*Activity*: Determine how many lines in these records hold "tools". Only the number is wanted.

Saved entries
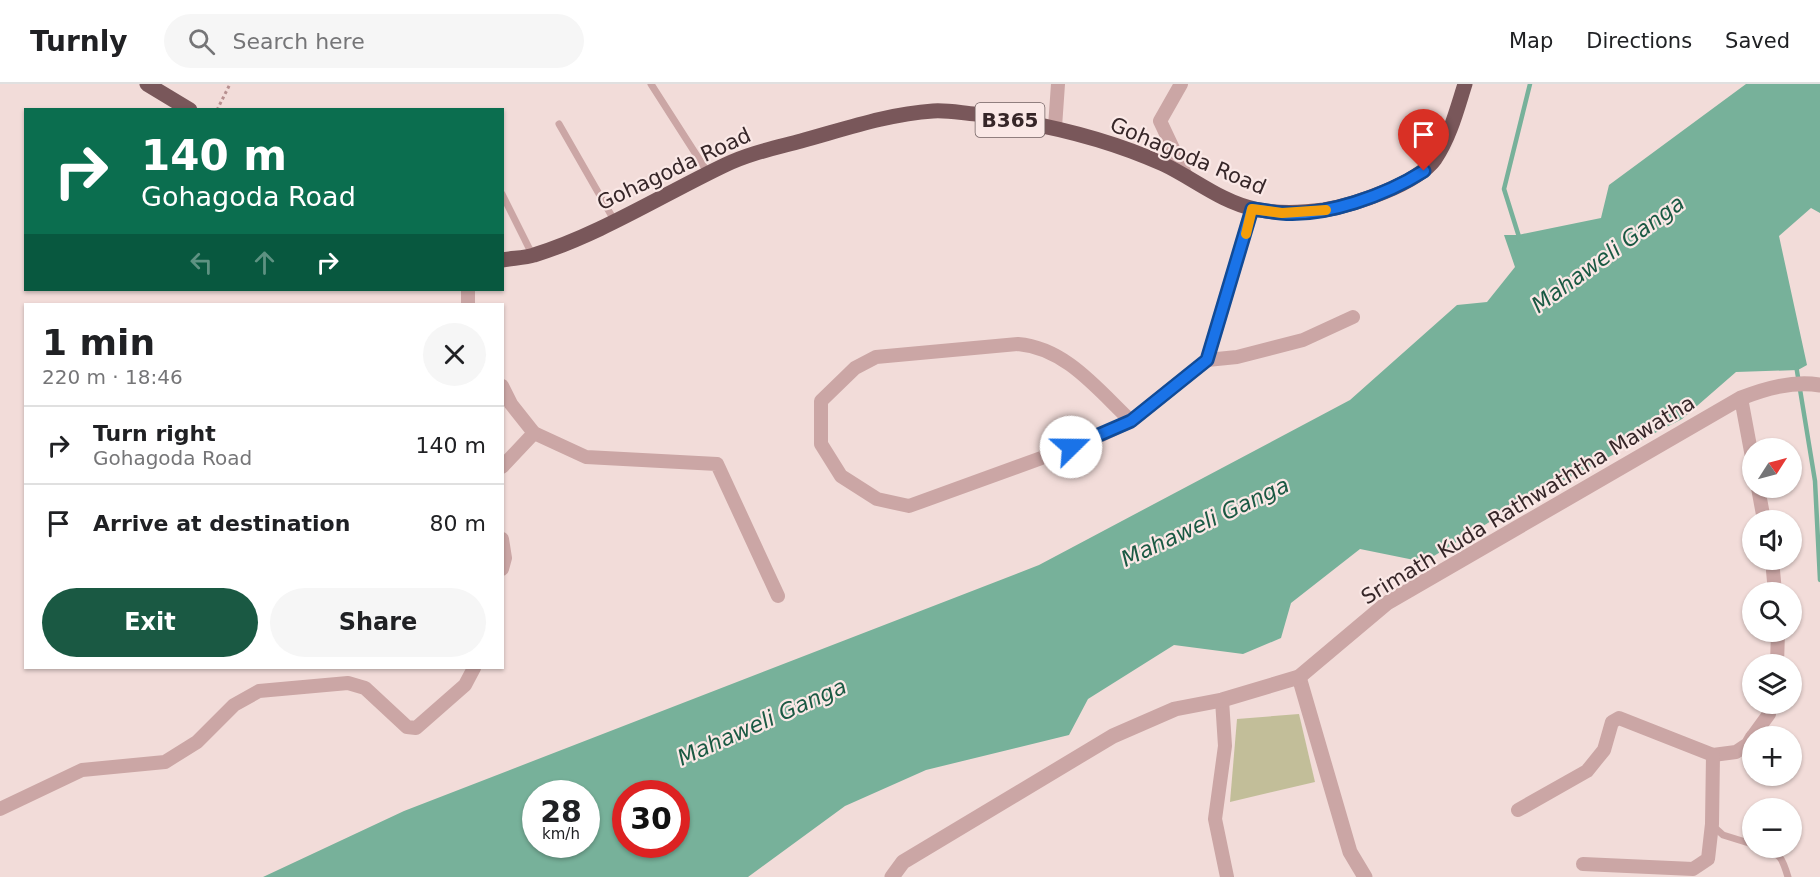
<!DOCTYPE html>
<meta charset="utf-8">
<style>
:root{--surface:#fff;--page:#f6f6f6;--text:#202124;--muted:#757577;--line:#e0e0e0;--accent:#1a5943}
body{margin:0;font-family:"DejaVu Sans",sans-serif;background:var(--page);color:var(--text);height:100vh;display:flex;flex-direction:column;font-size:22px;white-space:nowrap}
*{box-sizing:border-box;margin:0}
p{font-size:20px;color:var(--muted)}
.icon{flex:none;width:33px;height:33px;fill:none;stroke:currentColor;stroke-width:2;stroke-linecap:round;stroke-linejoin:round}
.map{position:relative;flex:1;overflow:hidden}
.side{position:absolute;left:24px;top:219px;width:480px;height:366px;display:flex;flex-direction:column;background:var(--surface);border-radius:0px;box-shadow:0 2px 4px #0004}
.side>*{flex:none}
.banner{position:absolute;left:24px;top:24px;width:480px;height:183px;border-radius:0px;box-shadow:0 2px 4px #0004;background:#0b6e4f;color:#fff;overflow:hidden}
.needle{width:39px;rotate:54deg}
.tools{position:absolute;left:1742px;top:354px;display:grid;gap:12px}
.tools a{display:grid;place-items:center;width:60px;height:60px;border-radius:50%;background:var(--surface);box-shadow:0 2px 4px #0004;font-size:30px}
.speed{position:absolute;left:522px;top:696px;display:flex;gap:12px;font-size:30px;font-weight:700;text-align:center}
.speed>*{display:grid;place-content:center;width:78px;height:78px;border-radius:50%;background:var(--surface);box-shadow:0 2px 4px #0004;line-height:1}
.speed small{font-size:15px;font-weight:400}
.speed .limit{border:9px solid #d22;background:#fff;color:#111}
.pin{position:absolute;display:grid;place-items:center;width:51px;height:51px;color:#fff;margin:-62px -26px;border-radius:50% 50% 50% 0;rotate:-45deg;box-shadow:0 0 6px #0007}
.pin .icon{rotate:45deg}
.me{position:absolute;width:66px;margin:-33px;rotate:68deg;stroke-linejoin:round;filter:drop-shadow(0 0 4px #0008)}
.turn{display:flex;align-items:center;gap:21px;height:126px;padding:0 18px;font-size:27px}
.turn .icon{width:78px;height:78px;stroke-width:2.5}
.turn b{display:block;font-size:42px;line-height:51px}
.lanes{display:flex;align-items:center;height:57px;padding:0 18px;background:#0003;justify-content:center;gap:30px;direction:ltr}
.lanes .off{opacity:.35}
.round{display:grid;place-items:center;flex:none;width:63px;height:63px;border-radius:32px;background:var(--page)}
.overview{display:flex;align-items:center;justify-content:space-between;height:102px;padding:0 18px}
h1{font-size:36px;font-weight:600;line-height:45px}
.primary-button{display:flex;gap:12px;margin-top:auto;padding:12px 18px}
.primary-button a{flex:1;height:69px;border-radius:36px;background:var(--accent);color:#fff;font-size:24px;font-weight:600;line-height:69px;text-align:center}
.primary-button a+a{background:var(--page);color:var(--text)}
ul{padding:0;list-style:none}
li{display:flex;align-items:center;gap:18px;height:78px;padding:0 18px;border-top:2px solid var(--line)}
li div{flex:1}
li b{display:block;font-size:22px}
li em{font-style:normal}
header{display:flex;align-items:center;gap:36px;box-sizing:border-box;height:84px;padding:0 30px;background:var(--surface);border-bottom:2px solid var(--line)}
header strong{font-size:28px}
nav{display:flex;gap:33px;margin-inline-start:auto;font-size:21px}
.search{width:420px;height:54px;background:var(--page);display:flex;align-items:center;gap:15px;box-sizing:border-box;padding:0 21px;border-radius:33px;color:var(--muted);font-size:22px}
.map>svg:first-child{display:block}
</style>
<header>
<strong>Turnly</strong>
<div class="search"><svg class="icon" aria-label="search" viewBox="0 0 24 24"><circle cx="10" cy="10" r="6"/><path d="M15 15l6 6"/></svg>Search here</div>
<nav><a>Map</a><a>Directions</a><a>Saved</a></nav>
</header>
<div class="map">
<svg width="1820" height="793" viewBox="0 0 1820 793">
<rect width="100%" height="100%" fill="#f2dcd9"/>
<path fill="#c2be99" d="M 1299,630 L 1315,698 L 1230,718 L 1237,635 Z"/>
<path fill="#77b19a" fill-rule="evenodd" d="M 1746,0 L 1820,0 L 1820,129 L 1811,124 L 1779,152 L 1807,281 L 1798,286 L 1736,288 L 1682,335 L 1524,417 L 1424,478 L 1360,465 L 1291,519 L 1281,554 L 1243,570 L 1174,561 L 1088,615 L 1069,651 L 926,686 L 845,722 L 748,793 L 263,793 L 404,727 L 1039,481 L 1350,316 L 1457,221 L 1487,218 L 1515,183 L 1504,151 L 1518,151 L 1601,134 L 1609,101 ZM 536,710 L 586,710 L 586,760 L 536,760 ZM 626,710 L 676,710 L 676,760 L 626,760 Z"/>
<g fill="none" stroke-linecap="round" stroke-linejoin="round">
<g stroke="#77b19a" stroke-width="4.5">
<path d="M 1520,156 L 1504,105 L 1530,0"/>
<path d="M 1796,281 L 1815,397 L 1820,496"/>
</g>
<path stroke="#b78f8f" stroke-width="3" stroke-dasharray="3 3" stroke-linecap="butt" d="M 217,26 L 230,0"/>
<g stroke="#cba6a5" stroke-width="7">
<path d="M 651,0 L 708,89"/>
<path d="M 559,40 L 614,136"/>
<path d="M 502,110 L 533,172"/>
<path d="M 1712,741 L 1723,751 L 1752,760"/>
<path d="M 1761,764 C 1781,770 1782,773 1788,793"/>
</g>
<g stroke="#cba6a5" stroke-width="14">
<path d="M 1181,0 L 1160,37 L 1186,92"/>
<path d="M 1055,43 L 1058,0"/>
<path d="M 468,220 L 468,206"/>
<path d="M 1207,276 L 1237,273 L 1303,256 L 1353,233"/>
<path d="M 502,302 L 511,320 L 534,349 L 586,373 L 717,380 L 778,512"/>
<path d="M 1741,314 L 1752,373"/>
<path d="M 1131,337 C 1098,306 1066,264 1018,260 L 876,273 L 855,284 L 821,317 L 821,360 L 841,392 L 877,415 L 909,422 L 1091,356 L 1131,337 L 1207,276 L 1252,125"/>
<path d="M 502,383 L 534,349"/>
<path d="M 1758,404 L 1764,436"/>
<path d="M 502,455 L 505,474 L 502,485"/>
<path d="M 1772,476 L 1775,508"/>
<path d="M 1777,580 L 1778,548"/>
<path d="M 1222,616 L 1225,662 L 1215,735 L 1227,793"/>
<path d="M 1753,652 L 1769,630 L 1771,620"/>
<path d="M 0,725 L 82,686 L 165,678 L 197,658 L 234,621 L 259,607 L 348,599 L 365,604 L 407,643 L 416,644 L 465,601 L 474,584"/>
<path d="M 1518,726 L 1587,687 L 1604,666 L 1612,638 L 1619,634 L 1713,671 L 1736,668 L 1748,660 L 1752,653"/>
<path d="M 1583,780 L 1693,785 L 1708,775 L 1712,740 L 1713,671"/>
</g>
<g stroke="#cba6a5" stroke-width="15">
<path d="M 1299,593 L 1350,768 L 1365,793"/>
<path d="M 892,793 L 903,778 L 1113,652 L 1175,625 L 1222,616 L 1299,593 L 1387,519 L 1741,314 C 1767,304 1792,297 1820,301"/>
</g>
<g stroke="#79575a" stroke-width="15">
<path d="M 147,0 L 190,26"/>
<path d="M 502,176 C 513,174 525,174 534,171 C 599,151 664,110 725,81 C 750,69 775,64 801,57 C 845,45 888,30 933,27 C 947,26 962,29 976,30 C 990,31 1004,34 1018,37 C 1068,46 1117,59 1163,80 C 1193,94 1221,118 1255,125 C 1277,130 1301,129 1324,126 C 1354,121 1417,100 1435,75 C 1450,53 1457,25 1465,0"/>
</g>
</g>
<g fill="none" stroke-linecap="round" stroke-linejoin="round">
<g stroke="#114b97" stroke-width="15">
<path id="route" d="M 1071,363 L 1131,337 L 1207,276 L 1252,125 C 1262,126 1271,128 1281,129 C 1326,133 1386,111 1424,87"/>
</g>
<use href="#route" stroke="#1a73e8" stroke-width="10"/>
<path stroke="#f59e0b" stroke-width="10" d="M 1246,150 L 1252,125 L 1282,129 L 1326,126"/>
</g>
<g text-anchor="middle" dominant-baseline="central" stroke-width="4.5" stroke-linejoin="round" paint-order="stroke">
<rect fill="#fae8e6" stroke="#716061" stroke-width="1.5" x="975.5" y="19" width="69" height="34" rx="4.5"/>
<g font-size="20" font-weight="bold" fill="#362628">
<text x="1010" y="36">B365</text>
</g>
<g font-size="21" fill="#362628" stroke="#fae8e6">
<text transform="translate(1188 72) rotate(23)">Gohagoda Road</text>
<text transform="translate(674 85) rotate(-25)">Gohagoda Road</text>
<text transform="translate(1528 416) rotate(-31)">Srimath Kuda Rathwaththa Mawatha</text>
</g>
<g font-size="22" font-style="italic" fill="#1a5943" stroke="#fae8e6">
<text transform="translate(1608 170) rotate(-36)">Mahaweli Ganga</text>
<text transform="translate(1205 438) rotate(-25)">Mahaweli Ganga</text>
<text transform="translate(762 638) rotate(-24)">Mahaweli Ganga</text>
</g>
</g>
</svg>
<div class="tools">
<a><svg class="needle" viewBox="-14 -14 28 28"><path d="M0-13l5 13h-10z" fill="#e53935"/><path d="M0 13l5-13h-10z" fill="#757577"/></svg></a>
<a><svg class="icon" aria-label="sound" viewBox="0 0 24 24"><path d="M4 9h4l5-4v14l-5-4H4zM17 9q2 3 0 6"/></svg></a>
<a><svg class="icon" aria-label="search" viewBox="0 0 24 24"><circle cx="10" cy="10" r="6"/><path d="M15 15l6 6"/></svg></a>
<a><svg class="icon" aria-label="layers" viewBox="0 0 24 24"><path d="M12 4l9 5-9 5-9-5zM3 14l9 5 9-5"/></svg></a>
<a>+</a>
<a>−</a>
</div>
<div class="speed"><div>28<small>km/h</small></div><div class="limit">30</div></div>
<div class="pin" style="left:1424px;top:87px;background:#d93025"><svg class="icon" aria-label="arrive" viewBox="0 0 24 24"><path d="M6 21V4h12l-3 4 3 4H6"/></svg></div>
<svg class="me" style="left:1071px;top:363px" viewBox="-20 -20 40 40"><circle r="19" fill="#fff"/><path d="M0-13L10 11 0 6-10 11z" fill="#1a73e8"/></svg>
<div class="banner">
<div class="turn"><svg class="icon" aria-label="right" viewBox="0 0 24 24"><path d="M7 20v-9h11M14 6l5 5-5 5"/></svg><div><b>140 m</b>Gohagoda Road</div></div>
<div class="lanes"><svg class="icon off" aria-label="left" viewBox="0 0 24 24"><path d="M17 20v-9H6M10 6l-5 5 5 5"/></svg><svg class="icon off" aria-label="ahead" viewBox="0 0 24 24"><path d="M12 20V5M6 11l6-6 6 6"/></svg><svg class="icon" aria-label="right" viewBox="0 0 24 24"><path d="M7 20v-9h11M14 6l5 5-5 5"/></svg></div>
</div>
<section class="side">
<div class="overview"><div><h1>1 min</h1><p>220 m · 18:46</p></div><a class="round"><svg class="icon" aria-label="close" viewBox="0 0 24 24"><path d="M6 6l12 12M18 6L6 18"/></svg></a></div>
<ul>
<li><svg class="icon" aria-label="right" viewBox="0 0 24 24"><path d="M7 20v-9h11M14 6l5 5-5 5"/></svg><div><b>Turn right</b><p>Gohagoda Road</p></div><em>140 m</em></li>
<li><svg class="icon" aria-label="arrive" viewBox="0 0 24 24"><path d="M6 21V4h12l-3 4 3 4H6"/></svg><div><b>Arrive at destination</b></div><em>80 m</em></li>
</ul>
<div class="primary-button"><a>Exit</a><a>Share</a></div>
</section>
</div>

*Response to this exercise*: 3